▸ Problem description: From the entries below, return every line that includes the word "Directions".

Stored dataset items
------------------------------

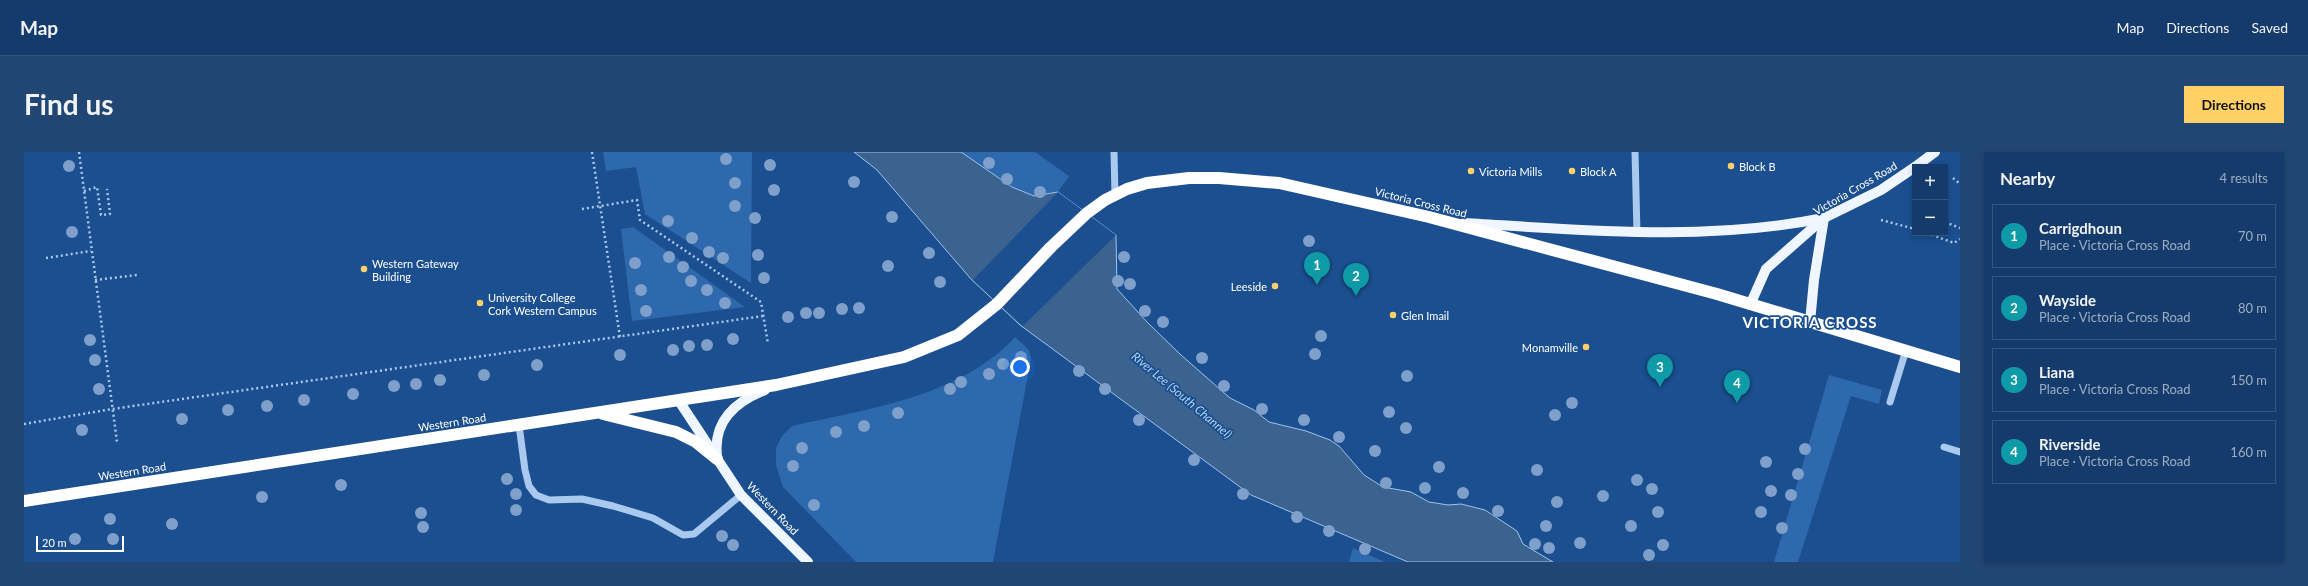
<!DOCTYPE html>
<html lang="en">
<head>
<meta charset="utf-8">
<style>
	body { margin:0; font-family:Lato,sans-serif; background:#214673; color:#f1f3f6 }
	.controls { position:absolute; right:12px; top:12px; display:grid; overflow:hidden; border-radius:0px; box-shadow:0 2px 6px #0003 }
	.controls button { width:36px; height:36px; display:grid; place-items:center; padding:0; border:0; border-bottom:1px solid #33557e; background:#143b6b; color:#f1f3f6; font:20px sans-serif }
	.scale { position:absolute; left:12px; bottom:10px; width:88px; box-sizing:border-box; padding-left:4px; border:2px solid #fff; border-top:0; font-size:11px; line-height:14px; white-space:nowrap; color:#fff; -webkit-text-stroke:3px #1b4f8f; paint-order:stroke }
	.you { position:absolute; left:996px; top:215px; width:14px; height:14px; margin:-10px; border:3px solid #fff; border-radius:50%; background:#1a73e8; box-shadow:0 0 0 6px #1a73e833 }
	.badge { display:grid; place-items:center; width:26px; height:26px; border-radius:50%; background:#ffd166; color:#fff; font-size:13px; font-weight:700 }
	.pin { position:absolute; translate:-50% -33px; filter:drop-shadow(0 1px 2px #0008) }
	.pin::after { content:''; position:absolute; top:21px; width:14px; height:12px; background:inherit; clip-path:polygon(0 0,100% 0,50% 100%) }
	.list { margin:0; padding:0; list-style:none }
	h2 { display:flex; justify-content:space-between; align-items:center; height:52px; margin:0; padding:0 16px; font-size:17px }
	h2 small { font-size:13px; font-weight:400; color:#9dadc1 }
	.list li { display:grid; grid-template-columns:26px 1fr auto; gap:12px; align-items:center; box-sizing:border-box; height:64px; margin:0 8px 8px; padding:0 8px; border:1px solid #33557e; border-radius:0px }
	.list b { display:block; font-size:15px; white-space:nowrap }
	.list p { margin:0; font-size:13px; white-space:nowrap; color:#9dadc1 }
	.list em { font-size:13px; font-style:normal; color:#9dadc1 }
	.map { position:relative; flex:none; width:1936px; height:410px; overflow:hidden; border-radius:0px }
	header { display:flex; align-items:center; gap:24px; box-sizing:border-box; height:56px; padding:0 20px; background:#143b6b; border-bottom:1px solid #33557e }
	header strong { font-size:19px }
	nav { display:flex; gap:22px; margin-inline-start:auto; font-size:14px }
	.intro { display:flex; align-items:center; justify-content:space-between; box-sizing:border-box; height:96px; padding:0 24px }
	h1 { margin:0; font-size:28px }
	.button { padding:10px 18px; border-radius:0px; background:#ffd166; color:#111; font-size:14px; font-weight:700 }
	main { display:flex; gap:24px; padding:0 24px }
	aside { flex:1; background:#143b6b; border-radius:0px; box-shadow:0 2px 6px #0003 }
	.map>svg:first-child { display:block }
</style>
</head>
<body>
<header>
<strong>Map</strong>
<nav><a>Map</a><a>Directions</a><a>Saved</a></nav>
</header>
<div class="intro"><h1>Find us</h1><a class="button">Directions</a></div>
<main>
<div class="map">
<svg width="1936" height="410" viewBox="0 0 1936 410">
	<rect width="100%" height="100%" fill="#1b4f8f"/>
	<!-- green -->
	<g fill="#2e69ad">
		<polygon points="579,0 728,0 727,131 621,62 612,15 582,19"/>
		<polygon points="937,0 1011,0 1045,24 1034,40 1010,44 988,35"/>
		<polygon points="609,75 721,155 608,169 597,77"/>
		<path d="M991,185L1005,198L1007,207L969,410H832L759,335L752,313V296L758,284L768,274C843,257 936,245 991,185Z"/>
		<polygon points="1805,223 1858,238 1855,252 1827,244 1774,410 1750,410"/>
		<polygon points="1329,396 1361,410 1325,410"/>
	</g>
	<!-- water -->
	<polygon fill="#3c6290" stroke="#9cc4f0" points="830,0 937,0 988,35 1010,44 1034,40 1092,83 1093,137 1123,170 1157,203 1206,246 1230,258 1245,270 1282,279 1306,288 1315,294 1340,323 1359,335 1387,340 1405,350 1424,353 1437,352 1461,358 1493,379 1499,392 1529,410 1384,410 1227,343 996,173 947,127 853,18"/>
	<!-- pier -->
	<polygon fill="#1b4f8f" points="1034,40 1092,83 999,174 949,128"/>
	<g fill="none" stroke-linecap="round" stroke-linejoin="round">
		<!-- path -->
		<g stroke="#a9c9ee" stroke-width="2.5" stroke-dasharray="2 3" stroke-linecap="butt">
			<polyline points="55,0 93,290"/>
			<polyline points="568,0 596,185"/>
			<polyline points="1929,26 1936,32"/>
			<polyline points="60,39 73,35 77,63 86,62 83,37"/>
			<polyline points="558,57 613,48 616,68 737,150 744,192"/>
			<polyline points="1857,68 1891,77"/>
			<polyline points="1921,70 1936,76"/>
			<polyline points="1903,81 1930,91 1936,87"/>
			<polyline points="22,106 67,99"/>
			<polyline points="71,128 113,123"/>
			<polyline points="0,272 88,257 739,164"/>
		</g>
		<!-- minor -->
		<g stroke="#a9c9ee" stroke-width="7">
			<polyline points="1090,0 1091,44"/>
			<polyline points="1611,0 1613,81"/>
			<polyline points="1866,250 1882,198"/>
			<polyline points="495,273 501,318 505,334 512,343 525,348 558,347 589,354 629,366 659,383 670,382 717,343"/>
			<polyline points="1920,295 1936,300"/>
		</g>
		<!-- major -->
		<g stroke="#f0f6ff" stroke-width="10">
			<polyline points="1891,15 1911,0"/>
			<path d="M1440,71C1562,78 1679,90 1800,66"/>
			<polyline points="1726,153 1742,117 1800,66 1857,38 1891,15"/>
			<polyline points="1786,170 1790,128 1800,66"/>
			<polyline points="655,249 717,343 784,410"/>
			<path d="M693,304C689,269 711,250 741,238"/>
		</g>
		<!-- highway -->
		<g stroke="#fff" stroke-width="12">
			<polyline points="579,262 652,280 672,290 693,307"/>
			<polyline points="0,349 752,233 880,205 934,183 973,152 1027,95 1063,61 1081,48 1103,37 1123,31 1165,26 1195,26 1255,31 1405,65 1693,142 1936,215"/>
		</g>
	</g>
	<!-- trees -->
	<g fill="#7ea0ca">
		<circle cx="702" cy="7" r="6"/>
		<circle cx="965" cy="11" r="6"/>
		<circle cx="746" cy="13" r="6"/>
		<circle cx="45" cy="14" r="6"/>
		<circle cx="983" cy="27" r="6"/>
		<circle cx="830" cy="30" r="6"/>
		<circle cx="711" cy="31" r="6"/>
		<circle cx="750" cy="38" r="6"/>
		<circle cx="1016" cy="40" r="6"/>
		<circle cx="711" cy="54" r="6"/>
		<circle cx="868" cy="65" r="6"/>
		<circle cx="731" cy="66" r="6"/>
		<circle cx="644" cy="69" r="6"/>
		<circle cx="48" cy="80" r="6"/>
		<circle cx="668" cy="86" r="6"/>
		<circle cx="1285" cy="89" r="6"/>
		<circle cx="685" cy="100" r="6"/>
		<circle cx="905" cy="101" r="6"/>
		<circle cx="734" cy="103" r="6"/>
		<circle cx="645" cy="105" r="6"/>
		<circle cx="1100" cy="105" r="6"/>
		<circle cx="699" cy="106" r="6"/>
		<circle cx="611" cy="111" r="6"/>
		<circle cx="864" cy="114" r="6"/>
		<circle cx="659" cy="115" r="6"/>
		<circle cx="740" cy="126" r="6"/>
		<circle cx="667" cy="129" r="6"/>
		<circle cx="1094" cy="129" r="6"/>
		<circle cx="916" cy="130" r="6"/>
		<circle cx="1106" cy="132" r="6"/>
		<circle cx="617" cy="138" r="6"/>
		<circle cx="683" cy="138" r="6"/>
		<circle cx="701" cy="151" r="6"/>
		<circle cx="835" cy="156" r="6"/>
		<circle cx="818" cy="157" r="6"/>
		<circle cx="622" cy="159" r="6"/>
		<circle cx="1121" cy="159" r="6"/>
		<circle cx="782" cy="161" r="6"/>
		<circle cx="795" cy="161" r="6"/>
		<circle cx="764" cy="165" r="6"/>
		<circle cx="1139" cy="170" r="6"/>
		<circle cx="1297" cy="184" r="6"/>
		<circle cx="709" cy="187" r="6"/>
		<circle cx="66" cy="188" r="6"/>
		<circle cx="683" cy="193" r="6"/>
		<circle cx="665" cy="194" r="6"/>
		<circle cx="649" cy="198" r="6"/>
		<circle cx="1291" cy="202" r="6"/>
		<circle cx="596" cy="203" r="6"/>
		<circle cx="997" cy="205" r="6"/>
		<circle cx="1178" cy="206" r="6"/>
		<circle cx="71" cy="208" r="6"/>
		<circle cx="979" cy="212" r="6"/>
		<circle cx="513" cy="213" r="6"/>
		<circle cx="1055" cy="219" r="6"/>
		<circle cx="965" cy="222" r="6"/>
		<circle cx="460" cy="223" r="6"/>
		<circle cx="1383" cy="224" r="6"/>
		<circle cx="416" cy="228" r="6"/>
		<circle cx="937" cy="230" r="6"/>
		<circle cx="392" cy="232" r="6"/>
		<circle cx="370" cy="234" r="6"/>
		<circle cx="1200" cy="234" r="6"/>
		<circle cx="75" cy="237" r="6"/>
		<circle cx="926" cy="237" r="6"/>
		<circle cx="1081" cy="237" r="6"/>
		<circle cx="329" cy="242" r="6"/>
		<circle cx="280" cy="248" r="6"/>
		<circle cx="1548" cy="251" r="6"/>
		<circle cx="243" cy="254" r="6"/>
		<circle cx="1238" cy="257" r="6"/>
		<circle cx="204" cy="258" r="6"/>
		<circle cx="1365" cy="260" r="6"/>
		<circle cx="874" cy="261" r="6"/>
		<circle cx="1531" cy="263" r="6"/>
		<circle cx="158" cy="267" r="6"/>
		<circle cx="1115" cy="268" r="6"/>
		<circle cx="1280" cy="268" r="6"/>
		<circle cx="840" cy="274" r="6"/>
		<circle cx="1382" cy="276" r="6"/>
		<circle cx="58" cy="278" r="6"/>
		<circle cx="812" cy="280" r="6"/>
		<circle cx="1315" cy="285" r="6"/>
		<circle cx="778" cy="296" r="6"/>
		<circle cx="1781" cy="297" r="6"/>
		<circle cx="1351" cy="299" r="6"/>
		<circle cx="1170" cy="308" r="6"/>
		<circle cx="1742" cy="310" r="6"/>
		<circle cx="769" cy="314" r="6"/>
		<circle cx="1415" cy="315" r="6"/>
		<circle cx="1513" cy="318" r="6"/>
		<circle cx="1774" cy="322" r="6"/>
		<circle cx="483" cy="327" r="6"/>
		<circle cx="1613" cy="328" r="6"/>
		<circle cx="1362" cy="331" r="6"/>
		<circle cx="317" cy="333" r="6"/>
		<circle cx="1401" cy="336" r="6"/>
		<circle cx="1628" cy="337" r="6"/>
		<circle cx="1747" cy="339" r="6"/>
		<circle cx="1439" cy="341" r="6"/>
		<circle cx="492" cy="342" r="6"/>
		<circle cx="1219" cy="342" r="6"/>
		<circle cx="1767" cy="343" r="6"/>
		<circle cx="1579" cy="344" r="6"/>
		<circle cx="238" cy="345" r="6"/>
		<circle cx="1533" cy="350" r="6"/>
		<circle cx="790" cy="353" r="6"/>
		<circle cx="492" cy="358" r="6"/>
		<circle cx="1474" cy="359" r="6"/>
		<circle cx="1634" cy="360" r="6"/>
		<circle cx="1737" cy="360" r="6"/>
		<circle cx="397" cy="361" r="6"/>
		<circle cx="1273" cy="365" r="6"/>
		<circle cx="86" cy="367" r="6"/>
		<circle cx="148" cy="372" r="6"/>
		<circle cx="1522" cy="374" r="6"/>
		<circle cx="1607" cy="374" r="6"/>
		<circle cx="399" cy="375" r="6"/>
		<circle cx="1758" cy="376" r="6"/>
		<circle cx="1305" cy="379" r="6"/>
		<circle cx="698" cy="384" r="6"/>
		<circle cx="51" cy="387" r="6"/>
		<circle cx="89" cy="387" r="6"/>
		<circle cx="1556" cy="391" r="6"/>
		<circle cx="1511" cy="392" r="6"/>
		<circle cx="709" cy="393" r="6"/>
		<circle cx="1639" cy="393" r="6"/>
		<circle cx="1525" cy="396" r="6"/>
		<circle cx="1341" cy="397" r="6"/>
		<circle cx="1625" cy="403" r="6"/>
	</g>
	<!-- markers -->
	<g fill="#ffd166" stroke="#1b4f8f" stroke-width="1.5">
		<circle cx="1707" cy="14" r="4"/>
		<circle cx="1447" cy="19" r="4"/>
		<circle cx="1548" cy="19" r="4"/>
		<circle cx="340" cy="117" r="4"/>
		<circle cx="1251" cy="134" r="4"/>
		<circle cx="456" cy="151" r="4"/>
		<circle cx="1369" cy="163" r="4"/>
		<circle cx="1562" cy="195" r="4"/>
	</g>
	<g text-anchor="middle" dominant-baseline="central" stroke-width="3.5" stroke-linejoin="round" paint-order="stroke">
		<!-- poi labels -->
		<g font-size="11" fill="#fff" stroke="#1b4f8f" text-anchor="start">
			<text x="1715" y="14">Block B</text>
			<text x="1455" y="19">Victoria Mills</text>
			<text x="1556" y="19">Block A</text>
			<text x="348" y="111">Western Gateway<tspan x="348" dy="13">Building</tspan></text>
			<text x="1243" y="134" text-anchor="end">Leeside</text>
			<text x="464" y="145">University College<tspan x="464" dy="13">Cork Western Campus</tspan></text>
			<text x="1377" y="163">Glen Imail</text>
			<text x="1554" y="195" text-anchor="end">Monamville</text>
		</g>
		<!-- street labels -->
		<g font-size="11" fill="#fff" stroke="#1b4f8f">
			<text transform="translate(1831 36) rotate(-30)">Victoria Cross Road</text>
			<text transform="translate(1397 50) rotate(14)">Victoria Cross Road</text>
			<text transform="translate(428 270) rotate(-9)">Western Road</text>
			<text transform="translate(108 319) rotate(-9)">Western Road</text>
			<text transform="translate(749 356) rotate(46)">Western Road</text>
		</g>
		<!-- water labels -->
		<g font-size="12" font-style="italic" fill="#b5d3f5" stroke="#1b4f8f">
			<text transform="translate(1158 243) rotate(40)">River Lee (South Channel)</text>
		</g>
		<!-- district labels -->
		<g font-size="15" font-weight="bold" letter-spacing="1" fill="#fff" stroke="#1b4f8f">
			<text x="1786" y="170">VICTORIA CROSS</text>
		</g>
	</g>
</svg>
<div class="controls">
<button>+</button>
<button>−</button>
</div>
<div class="scale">20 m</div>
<div class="you"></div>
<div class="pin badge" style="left:1293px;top:133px;background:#0f9aa8">1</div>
<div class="pin badge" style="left:1332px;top:144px;background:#0f9aa8">2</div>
<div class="pin badge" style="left:1636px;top:235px;background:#0f9aa8">3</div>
<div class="pin badge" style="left:1713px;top:251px;background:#0f9aa8">4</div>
</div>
<aside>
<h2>Nearby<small>4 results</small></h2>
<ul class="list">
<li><span class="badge" style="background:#0f9aa8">1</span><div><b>Carrigdhoun</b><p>Place · Victoria Cross Road</p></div><em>70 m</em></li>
<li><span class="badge" style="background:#0f9aa8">2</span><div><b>Wayside</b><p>Place · Victoria Cross Road</p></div><em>80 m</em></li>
<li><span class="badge" style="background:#0f9aa8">3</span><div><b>Liana</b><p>Place · Victoria Cross Road</p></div><em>150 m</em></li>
<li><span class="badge" style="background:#0f9aa8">4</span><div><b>Riverside</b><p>Place · Victoria Cross Road</p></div><em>160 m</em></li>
</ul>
</aside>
</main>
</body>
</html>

------------------------------

▸ Result for this task:
<nav><a>Map</a><a>Directions</a><a>Saved</a></nav>
<div class="intro"><h1>Find us</h1><a class="button">Directions</a></div>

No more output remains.